Collected data entries:
——————

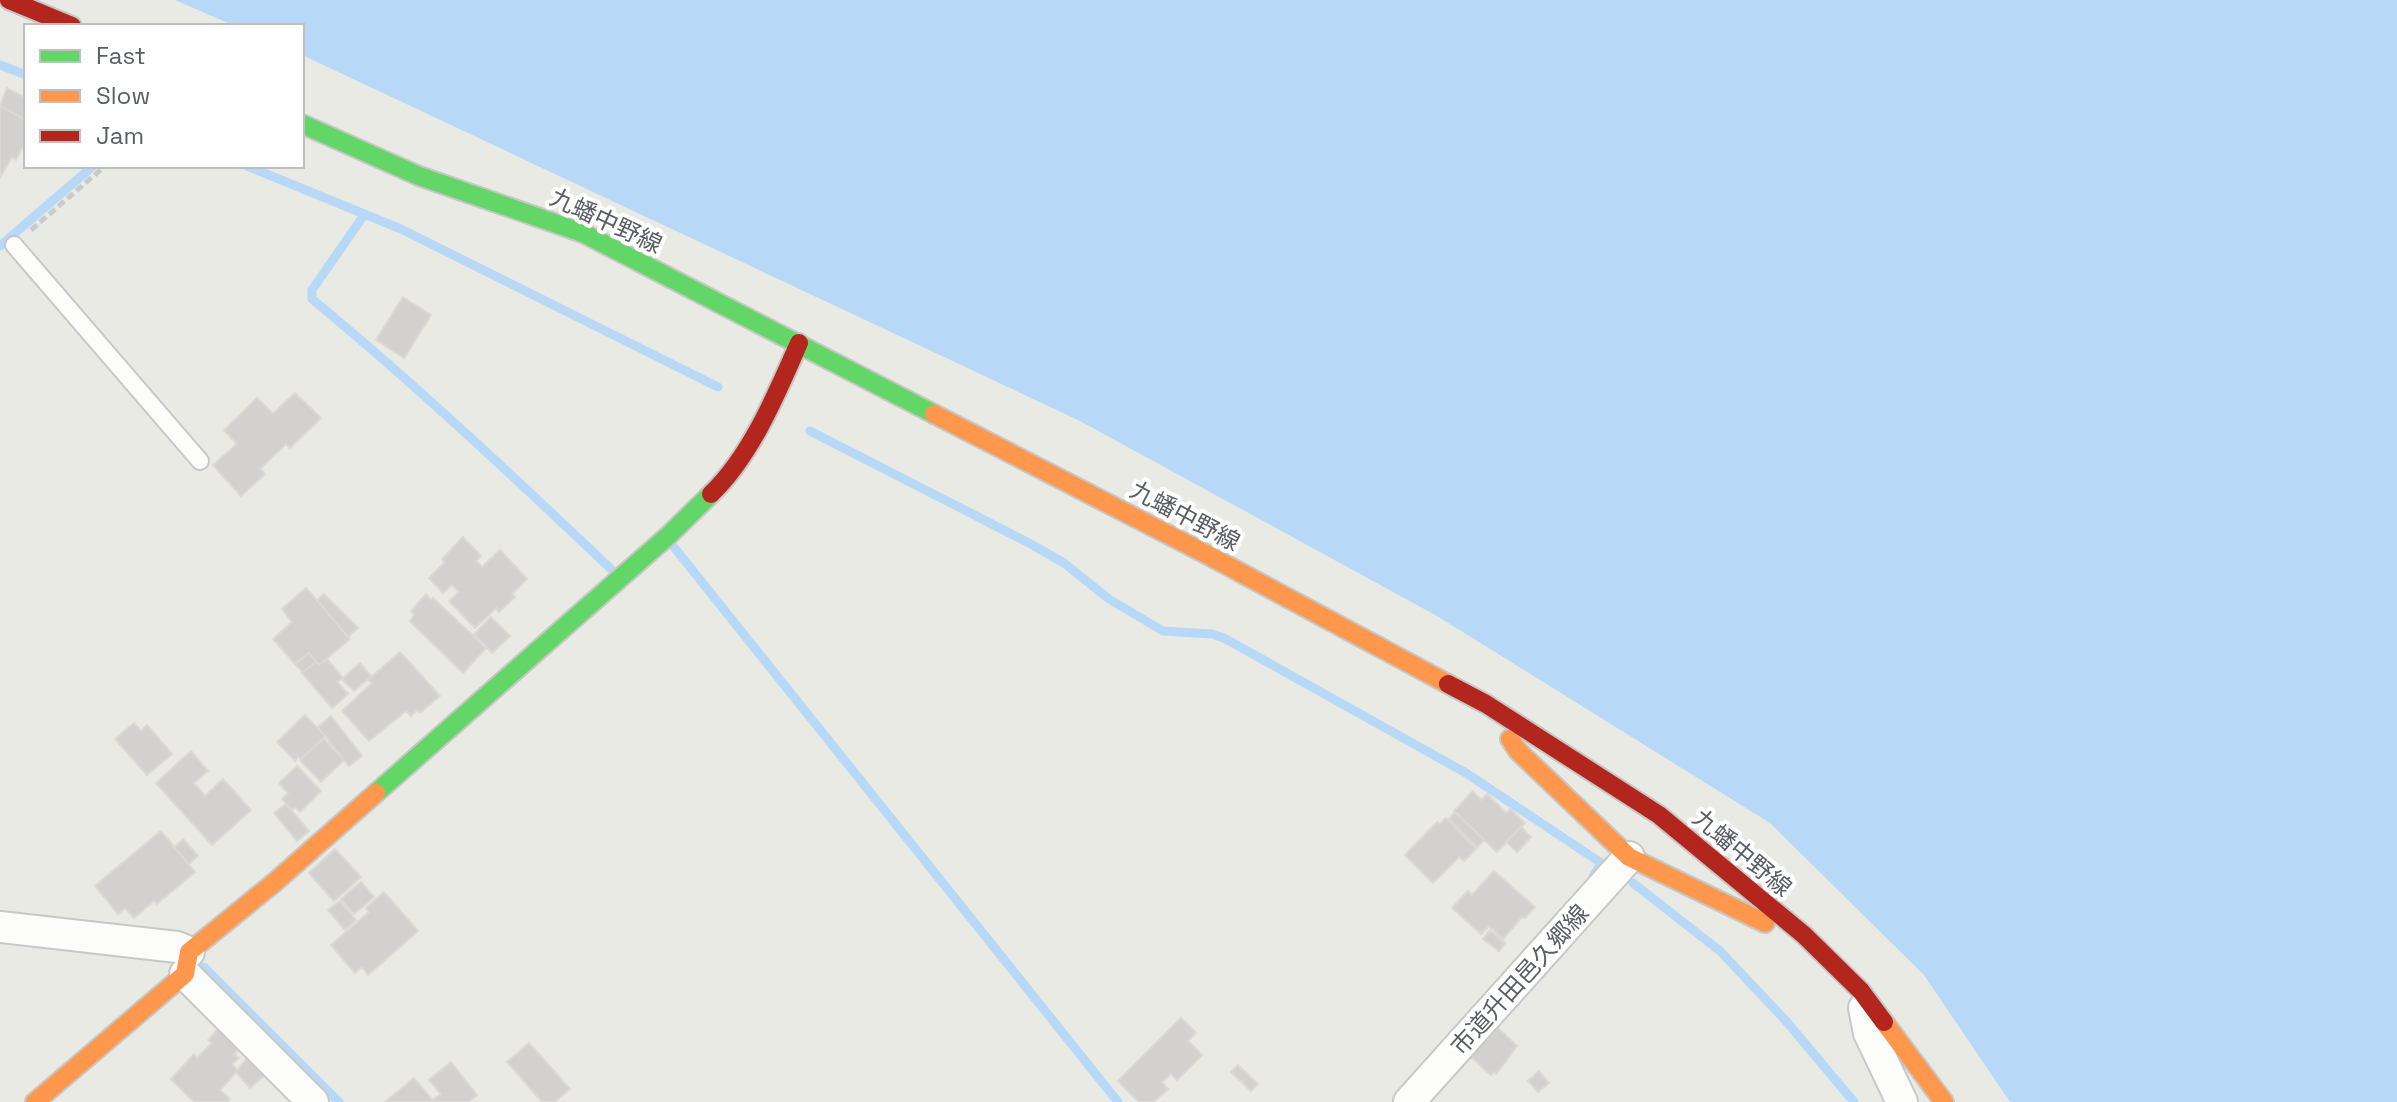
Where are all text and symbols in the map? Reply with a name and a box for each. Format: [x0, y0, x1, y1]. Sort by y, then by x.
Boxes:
legend [24, 24, 304, 168]
text: Fast [96, 40, 146, 71]
text: Slow [96, 80, 150, 111]
text: Jam [96, 120, 144, 151]
street label: 九蟠中野線 [545, 181, 667, 260]
street label: 九蟠中野線 [1125, 474, 1245, 557]
street label: 九蟠中野線 [1686, 802, 1798, 903]
street label: 市道升田邑久郷線 [1444, 898, 1595, 1061]

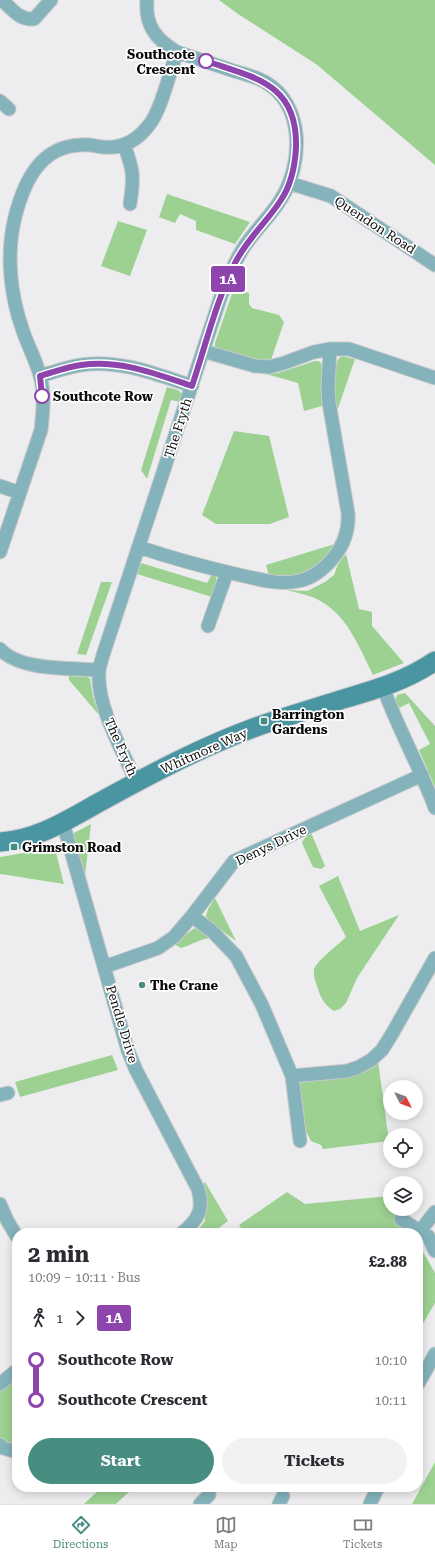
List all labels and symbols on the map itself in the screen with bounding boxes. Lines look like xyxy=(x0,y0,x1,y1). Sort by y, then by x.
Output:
place label: Southcote Crescent xyxy=(127,47,196,77)
marker: Southcote Crescent xyxy=(198,53,214,69)
street label: Quendon Road xyxy=(332,193,419,257)
line badge: 1A xyxy=(210,266,246,292)
marker: Southcote Row xyxy=(34,388,50,404)
place label: Southcote Row xyxy=(53,389,154,404)
street label: The Fryth xyxy=(161,396,195,460)
place label: Barrington Gardens xyxy=(272,707,345,737)
street label: The Fryth xyxy=(102,716,141,779)
marker: Barrington Gardens xyxy=(259,716,269,726)
street label: Whitmore Way xyxy=(158,725,250,777)
street label: Denys Drive xyxy=(233,821,309,869)
place label: Grimston Road xyxy=(22,840,121,855)
marker: Grimston Road xyxy=(9,842,19,852)
place label: The Crane xyxy=(150,978,218,993)
marker: The Crane xyxy=(137,980,147,990)
street label: Pendle Drive xyxy=(103,983,141,1065)
north arrow xyxy=(383,1080,423,1120)

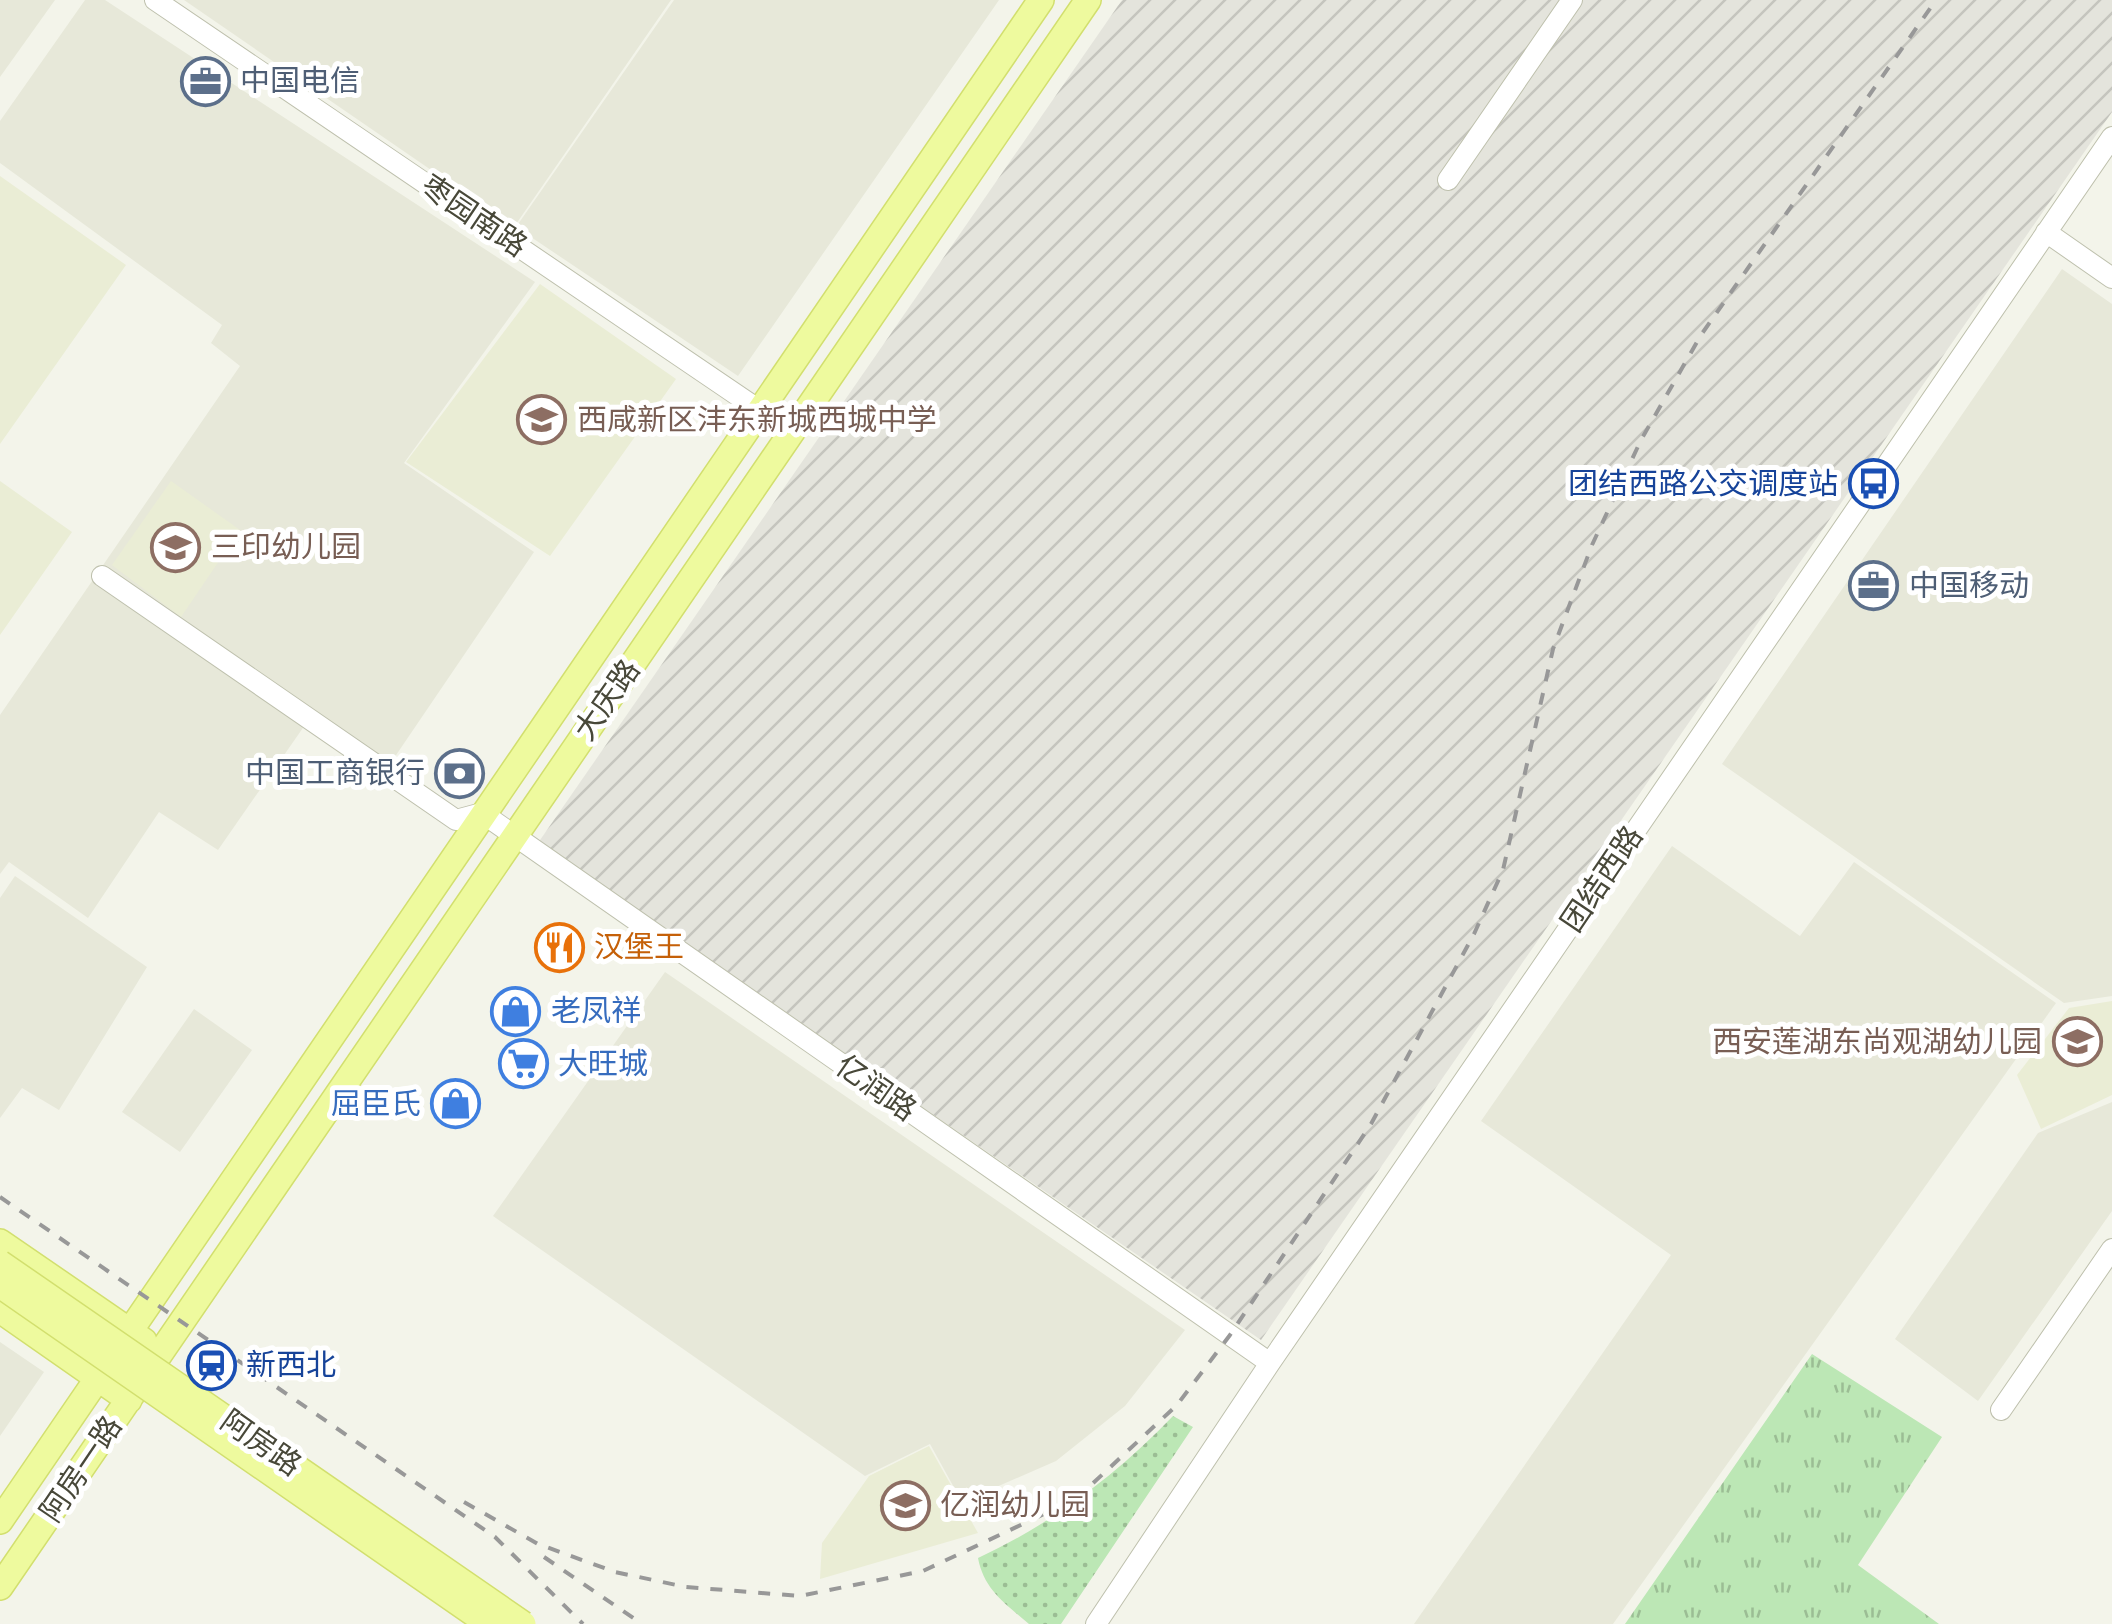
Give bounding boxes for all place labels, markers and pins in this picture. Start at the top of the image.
office icon: 中国电信 [179,55,231,107]
place label: 中国电信 [240,63,360,99]
school or university icon: 西咸新区沣东新城西城中学 [516,394,568,446]
place label: 西咸新区沣东新城西城中学 [577,402,937,438]
bus stop icon: 团结西路公交调度站 [1847,458,1899,510]
place label: 团结西路公交调度站 [1568,466,1838,502]
school or university icon: 三印幼儿园 [150,521,202,573]
place label: 三印幼儿园 [211,529,361,565]
office icon: 中国移动 [1848,560,1900,612]
place label: 中国移动 [1909,568,2029,604]
bank icon: 中国工商银行 [434,747,486,799]
place label: 中国工商银行 [245,755,425,791]
restaurant icon: 汉堡王 [533,921,585,973]
place label: 汉堡王 [594,929,684,965]
shop icon: 老凤祥 [490,985,542,1037]
place label: 老凤祥 [551,993,641,1029]
school or university icon: 西安莲湖东尚观湖幼儿园 [2051,1016,2103,1068]
place label: 西安莲湖东尚观湖幼儿园 [1712,1024,2042,1060]
supermarket icon: 大旺城 [497,1038,549,1090]
place label: 大旺城 [558,1046,648,1082]
shop icon: 屈臣氏 [430,1078,482,1130]
place label: 屈臣氏 [331,1086,421,1122]
station icon: 新西北 [185,1339,237,1391]
place label: 新西北 [246,1347,336,1383]
school or university icon: 亿润幼儿园 [879,1479,931,1531]
place label: 亿润幼儿园 [940,1487,1090,1523]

——————

• **What you should do**
From the opening line of the entries, copy each line exactly until the line with "List all labels", which is copied as well; leave out pictures.

• **Your response**
Where are all text and symbols in the map? Reply with a name and a box for each. Format: [x0, y0, x1, y1]. Sort by y, then by x.
Boxes:
legend [24, 24, 304, 168]
text: Fast [96, 40, 146, 71]
text: Slow [96, 80, 150, 111]
text: Jam [96, 120, 144, 151]
street label: 九蟠中野線 [545, 181, 667, 260]
street label: 九蟠中野線 [1125, 474, 1245, 557]
street label: 九蟠中野線 [1686, 802, 1798, 903]
street label: 市道升田邑久郷線 [1444, 898, 1595, 1061]

List all labels and symbols on the map itself in the screen with bounding boxes. Lines look like xyxy=(x0,y0,x1,y1). Sort by y, then by x.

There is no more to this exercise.